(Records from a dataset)
'''

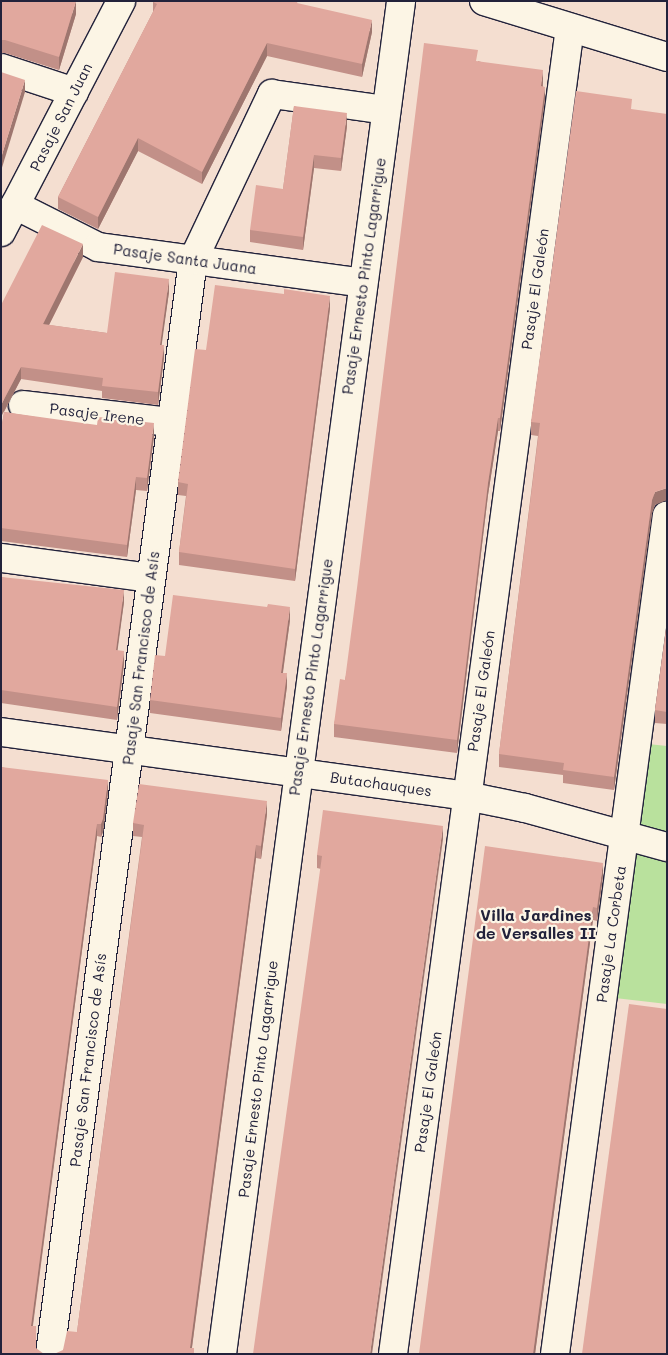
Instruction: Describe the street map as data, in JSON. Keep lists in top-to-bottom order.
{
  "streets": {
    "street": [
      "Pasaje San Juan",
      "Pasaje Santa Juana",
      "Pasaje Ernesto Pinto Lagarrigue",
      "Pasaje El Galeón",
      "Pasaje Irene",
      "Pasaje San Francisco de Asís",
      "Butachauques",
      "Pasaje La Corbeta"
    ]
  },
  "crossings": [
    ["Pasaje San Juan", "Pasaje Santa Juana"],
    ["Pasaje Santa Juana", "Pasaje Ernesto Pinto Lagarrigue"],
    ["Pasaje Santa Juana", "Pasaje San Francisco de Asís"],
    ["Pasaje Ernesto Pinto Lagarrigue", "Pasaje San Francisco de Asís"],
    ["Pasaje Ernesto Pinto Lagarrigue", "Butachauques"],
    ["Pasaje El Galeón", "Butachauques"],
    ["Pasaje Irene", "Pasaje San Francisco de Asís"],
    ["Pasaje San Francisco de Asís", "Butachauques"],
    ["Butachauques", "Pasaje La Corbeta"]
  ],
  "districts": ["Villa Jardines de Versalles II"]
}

'''

Work instruction: Only lines with the word "Santa" are wanted, so copy each one from the records.

Answer to the problem:
      "Pasaje Santa Juana",
    ["Pasaje San Juan", "Pasaje Santa Juana"],
    ["Pasaje Santa Juana", "Pasaje Ernesto Pinto Lagarrigue"],
    ["Pasaje Santa Juana", "Pasaje San Francisco de Asís"],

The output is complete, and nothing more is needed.